In tangent with Crew Creative, Warner Bros. is dredging out advertainment to iPhone and Second Life for I Am Legend, where Will Smith, the last man on earth, must try to find a cure for a zombie-making virus. Or something.
It's not everyone who can live out splendorific fantasies as often as Will Smith can. He gets to play a supernatural secret agent, rescue the country from aliens (twice!), embark upon a successful no-profanity-needed rap career, woo swooning women, and he even got to be the classic poor-guy-makes-good.
Now he gets to save the world from zombification? Is there anything you can't do (besides curse), Will?
WONGDOODY, LA is on a pro-bono mission with the Venice Community Housing Corp to draw attention to the one in 32 homeless living in the area.
With flyers pushing "Dumpster Alcove w/ Fecal Matter 4 RENT" and ads like the one at left featuring in the for-lease sections of papers like The Argonaut and LA Weekly, the effort does two things:
- Highlights real "living options" that the homeless have to deal with
- Pokes fun at euphemisms realtors use to promote less-than-savory real estate (who could say no to "purvy lurkers" and "mysterious stains"? It's so Dickens)
Since the launch of the campaign, the VCHC reports double the number of calls and website visitors. We wonder how many of those calls were actual inquiries about renting in squalor.
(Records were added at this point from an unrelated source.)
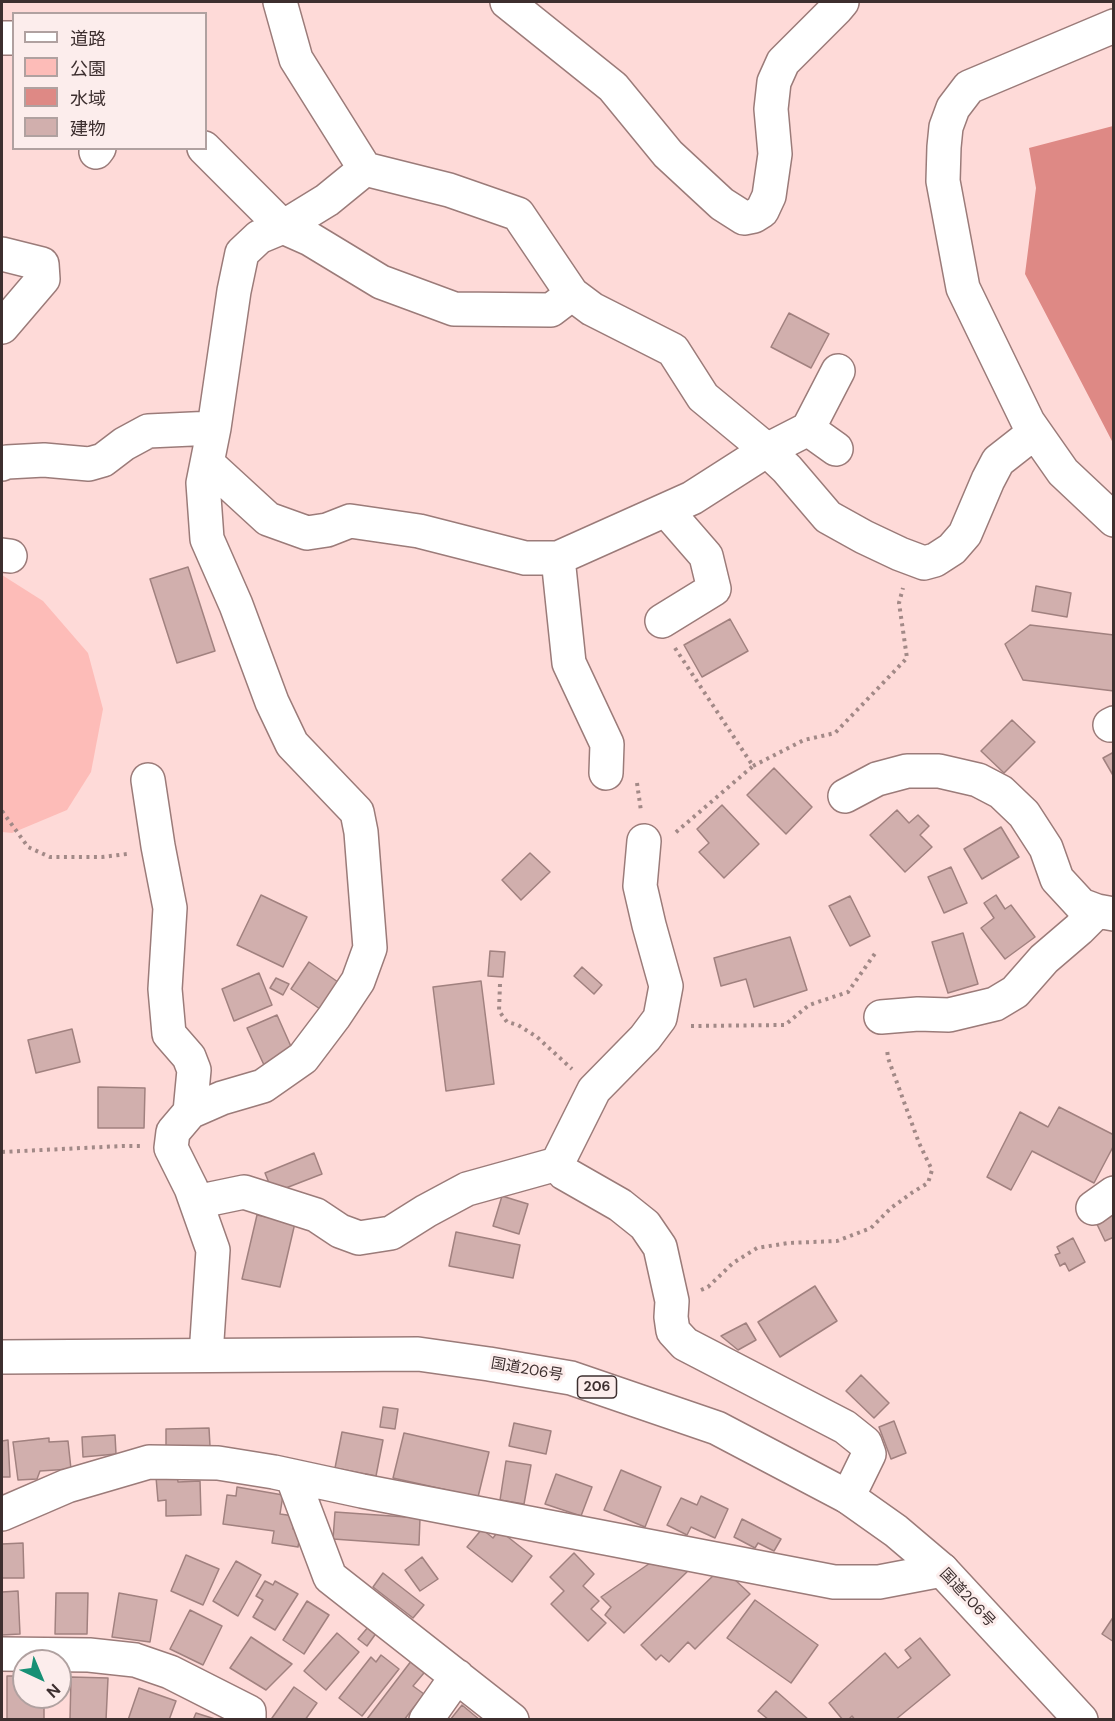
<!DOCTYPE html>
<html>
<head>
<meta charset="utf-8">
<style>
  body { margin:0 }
  #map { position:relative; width:1115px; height:1721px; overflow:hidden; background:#fedad8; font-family:"DM Sans","Noto Sans JP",sans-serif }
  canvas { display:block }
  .frame { position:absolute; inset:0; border:3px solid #3d2f2f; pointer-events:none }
  .legend { position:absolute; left:12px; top:12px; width:195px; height:138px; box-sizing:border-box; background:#fcedec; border:2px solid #b0a1a0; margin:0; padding:8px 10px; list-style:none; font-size:18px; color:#3d2f2f }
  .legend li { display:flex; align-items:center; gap:12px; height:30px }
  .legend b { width:30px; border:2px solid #b0a1a0 }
  .north { position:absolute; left:12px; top:1649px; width:60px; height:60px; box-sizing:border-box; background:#fcedec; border:2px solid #b0a1a0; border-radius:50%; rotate:136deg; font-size:16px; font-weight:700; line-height:24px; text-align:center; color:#3d2f2f }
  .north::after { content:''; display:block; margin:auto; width:21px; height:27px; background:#179075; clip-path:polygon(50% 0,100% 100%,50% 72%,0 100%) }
</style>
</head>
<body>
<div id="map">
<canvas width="1115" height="1721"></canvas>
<div class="frame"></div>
<ul class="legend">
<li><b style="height:8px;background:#fff"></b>道路</li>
<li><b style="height:16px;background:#fdbcb8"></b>公園</li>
<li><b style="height:16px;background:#de8985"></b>水域</li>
<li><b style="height:16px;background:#d1afad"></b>建物</li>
</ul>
<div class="north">N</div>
</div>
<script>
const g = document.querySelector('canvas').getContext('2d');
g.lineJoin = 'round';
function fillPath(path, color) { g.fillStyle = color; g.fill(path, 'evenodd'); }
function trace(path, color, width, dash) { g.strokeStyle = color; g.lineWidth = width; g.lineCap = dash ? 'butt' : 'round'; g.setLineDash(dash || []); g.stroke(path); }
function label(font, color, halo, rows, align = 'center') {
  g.font = font + ' "DM Sans","Noto Sans JP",sans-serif'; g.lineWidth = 6; g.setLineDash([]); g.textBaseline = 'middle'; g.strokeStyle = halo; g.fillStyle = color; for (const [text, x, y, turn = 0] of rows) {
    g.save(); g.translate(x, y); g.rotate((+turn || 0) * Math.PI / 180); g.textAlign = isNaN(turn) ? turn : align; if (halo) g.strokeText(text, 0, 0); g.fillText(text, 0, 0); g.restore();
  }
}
fillPath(new Path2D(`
  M2,575L43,601L88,653L103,709L91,772L67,810L12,833L2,832Z`), '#fdbcb8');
fillPath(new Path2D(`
  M1113,126H1114L1113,443L1025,274L1036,188L1029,148Z`), '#de8985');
const building = new Path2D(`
  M789,313L829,334L811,368L771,347Z
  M188,567L215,651L177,663L150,579Z
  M1036,586L1071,593L1067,617L1032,611Z
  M730,619L748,651L702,677L684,645Z
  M1030,625L1114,635V691L1023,680L1005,644Z
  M1012,720L1035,742L1004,773L981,751Z
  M1114,752V777L1103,758Z
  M774,768L812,807L786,834L747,795Z
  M722,805L759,844L724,878L699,852L709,843L697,829Z
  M897,810L909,823L918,815L929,826L920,835L932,847L905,872L870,835Z
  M1001,827L1019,857L982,879L964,849Z
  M530,853L550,872L521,900L502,880Z
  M951,867L967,903L944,913L928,877Z
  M261,895L307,917L283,967L237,945Z
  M996,895L1005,909L1011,905L1035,937L1005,959L981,928L994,918L984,903Z
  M850,896L870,936L850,946L829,906Z
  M963,933L978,984L948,993L932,942Z
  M790,937L807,990L754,1007L746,979L721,986L714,958Z
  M490,951L505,952L503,977L488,976Z
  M309,962L338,982L320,1009L291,989Z
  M582,967L602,985L594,994L574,976Z
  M259,973L272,1005L234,1021L222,989Z
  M276,978L289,984L283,995L270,988Z
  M481,981L494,1084L446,1091L433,987Z
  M277,1015L293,1051L264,1065L247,1028Z
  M72,1029L80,1062L36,1073L28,1040Z
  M98,1087L145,1088L144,1128H98Z
  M1059,1107L1114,1135V1145L1094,1183L1032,1151L1011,1190L987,1177L1020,1112L1048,1127Z
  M314,1153L322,1174L273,1193L265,1173Z
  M502,1196L528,1204L519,1234L493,1226Z
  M1114,1208V1237L1105,1241L1094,1218Z
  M257,1215L295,1223L280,1287L242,1279Z
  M456,1232L520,1245L513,1278L449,1266Z
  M1073,1238L1085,1262L1069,1271L1065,1263L1060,1266L1055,1255L1060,1253L1057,1247Z
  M815,1286L837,1321L780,1357L758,1322Z
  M746,1323L756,1340L738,1350L721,1336Z
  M861,1375L889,1403L874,1418L846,1391Z
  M383,1407L398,1409L395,1429L380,1427Z
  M894,1421L906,1453L891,1459L879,1427Z
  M514,1423L551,1431L546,1454L509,1446Z
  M209,1428L210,1446L166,1447V1429Z
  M342,1432L383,1440L376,1476L335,1468Z
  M404,1433L489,1452L478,1497L393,1478Z
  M115,1435L116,1454L83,1457L82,1437Z
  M49,1438V1442L68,1441L71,1469L40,1471L37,1479L18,1480L13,1442Z
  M8,1440L10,1477H2V1441Z
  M506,1461L531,1465L524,1504L500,1500Z
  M621,1470L661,1487L645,1527L604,1510Z
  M556,1474L592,1487L581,1516L545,1504Z
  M177,1475L178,1482L200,1481L201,1515L166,1516V1500L158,1501L156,1477Z
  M237,1487L283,1495L280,1514L294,1516L293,1529L301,1531L298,1547L272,1543L274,1531L223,1524L227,1495L236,1496Z
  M701,1496L728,1509L715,1538L691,1527L687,1535L667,1525L681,1498L697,1505Z
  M335,1512L420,1518L419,1545L333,1539Z
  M742,1519L781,1539L774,1551L758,1543L755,1548L734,1537Z
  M482,1529L493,1538L499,1530L532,1556L512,1582L467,1547Z
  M23,1543L24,1578H2V1544Z
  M574,1553L594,1574L583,1586L599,1601L591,1609L606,1623L588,1641L551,1604L564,1591L550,1577Z
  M186,1555L219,1569L203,1605L171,1591Z
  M422,1557L438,1579L420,1591L405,1570Z
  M236,1561L261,1575L238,1616L213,1601Z
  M653,1561L690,1569L624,1633L605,1615L611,1607L601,1597Z
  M383,1573L424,1605L413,1618L373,1587Z
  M716,1573L731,1576L750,1594L695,1649L688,1642L669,1662L661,1655L656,1660L641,1645Z
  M265,1581L273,1585L275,1581L298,1594L275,1630L253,1617L263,1600L256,1596Z
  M18,1591L20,1634L2,1635V1592Z
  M56,1593H88L87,1634H55Z
  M119,1593L157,1600L150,1642L112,1637Z
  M755,1600L818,1645L791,1683L727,1638Z
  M307,1601L329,1615L304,1654L283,1640Z
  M190,1610L222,1626L203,1665L170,1649Z
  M1114,1616V1642L1102,1634Z
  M369,1626L377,1632L367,1646L358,1639Z
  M337,1633L359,1652L326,1690L304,1671Z
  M251,1637L292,1664L266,1690L230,1668Z
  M920,1638L950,1675L895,1720H855L852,1716L848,1720H843L829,1703L885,1653L898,1668L911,1658L905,1650Z
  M381,1655L399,1669L362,1716L339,1698L371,1657L376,1662Z
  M415,1656L429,1667L413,1686L424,1694L404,1720H368L367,1719Z
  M7,1676H24V1697H44V1719L7,1720Z
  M71,1677L108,1678L106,1720L70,1719Z
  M294,1687L317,1703L305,1720H275L272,1718Z
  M139,1688L176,1701L169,1720H128Z
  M776,1691L809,1720H769L758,1711Z
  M462,1705L480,1720H450Z
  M196,1713L218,1720H193Z`);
fillPath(building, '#d1afad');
trace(building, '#a1817f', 1.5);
const minor = new Path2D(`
  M280,2L296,59L365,169L449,190L518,214L572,294L592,309L673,350L703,397L767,450L787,469L828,517L864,537L900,554L924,563L935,560L952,549L965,534L988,480L998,461L1035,432
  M507,2L613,87L668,154L722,204L744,218L754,216L762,211L769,196L775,154L771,109L774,82L783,62L837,8L842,2
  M1114,26L969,87L953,108L946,127L944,147L943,181L963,288L1028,422L1063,472L1114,520
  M2,38H14
  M204,148L283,227L310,239L381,282L454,309L551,310L572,294
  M96,152L99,148
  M2,254L42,264L43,279L2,327
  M808,429L836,449
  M207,463L268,519L307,533L327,530L350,521L419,531L525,558H558L692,498L767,450L808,429L838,371
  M2,464L7,462L44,460L89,464L103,460L124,444L148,431L214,428
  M2,555L10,556
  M558,558L569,663L607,744L606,773
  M662,621L714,589L706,556L666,510
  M1110,725L1114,723
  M148,780L158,846L170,908L165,989L169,1034L189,1057L194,1070L190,1112
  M845,796L877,779L907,771H939L978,780L1001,792L1024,814L1046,848L1057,879L1081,905L1097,911L1114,914
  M881,1017L918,1014L949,1015L995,1004L1015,992L1044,959L1079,929L1097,911
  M557,1164L594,1090L645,1038L660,1018L666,986L649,925L640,886L644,841
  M196,1202L244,1192L316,1215L340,1231L359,1238L391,1233L426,1211L467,1189L557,1164L564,1173L620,1205L645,1225L660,1247L672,1301L671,1317L673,1331L685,1344L845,1427L865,1443L869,1454L848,1497
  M1093,1208L1114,1193
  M206,1355L213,1250L191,1188L171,1148L173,1132L190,1112L222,1098L263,1086L303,1058L334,1017L358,981L370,948L361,832L357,812L292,744L272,702L236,605L207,539L203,483L214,428L234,291L242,253L259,237L283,227L327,200L365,169
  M292,1476L330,1577L512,1720
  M2,1514L67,1486L149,1462L218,1463L274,1472L362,1491L834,1582H879L942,1570
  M2,1654L89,1655L135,1660L170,1672L249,1712V1720
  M426,1720L457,1676`);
const highway = new Path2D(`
  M2,1357L418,1354L489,1364L571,1378L717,1428L848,1497L896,1531L942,1570L1081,1720`);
trace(minor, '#9b7b79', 36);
trace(highway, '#9b7b79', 36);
trace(new Path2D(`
  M675,648L753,766L675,833
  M753,766L804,740L835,733L907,658L899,603L903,588
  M637,783L641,811
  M2,811L28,847L50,857H102L127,854
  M500,984L499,1011L507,1022L518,1025L537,1037L572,1069
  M691,1026L785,1025L809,1005L848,992L876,952
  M2,1152L122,1146H142
  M701,1290L708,1287L733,1263L757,1248L788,1243L837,1241L871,1228L891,1208L913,1192L928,1183L932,1170L919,1143L888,1058L887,1049`), '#a28987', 4, [3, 4.5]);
trace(minor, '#fff', 33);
trace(highway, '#fff', 33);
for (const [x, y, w] of [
  [597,1387,39]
]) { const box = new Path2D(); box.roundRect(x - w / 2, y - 11, w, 22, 4.5); g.fillStyle = '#fcedec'; g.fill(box); trace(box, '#3d2f2f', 1.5); }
label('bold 14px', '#3d2f2f', null, [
  ["206",597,1387]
]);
label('15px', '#3d2f2f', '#fcedec', [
  ["国道206号",527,1370,10],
  ["国道206号",967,1598,47]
]);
</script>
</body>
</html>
There's something so bohemian about demanding a challenging atmosphere.
Continuing its quest to bring New York-style vulgarities to the peaceful, mountainous region of Colorado, New York-style Anthony's Pizza & Pasta says "Eat Me" to residents from atop billboards, alongside buses, from within newspapers and on radio. When it comes to pizza, or any food for that matter, there really isn't a simpler, more direct method of conveying the primary marketing message. Cultivator Advertising & Design created the campaign.
OK, so we guess it's just like old school radio so we really shouldn't complain but do we really want to listen to short audio ads placed in front of the music we download? Music site We7 thinks so and has based their ad-supported music download service on it. As explained on the We7 site, audio ads are dynamically grafted onto the front of music tracks and albums based on a person's demographic profile.
Just yesterday, We7 announced a deal with the producers of the Michael Moore film Sicko which will be released in the UK October 26th. Audio ads for the film will preface downloaded music tracks.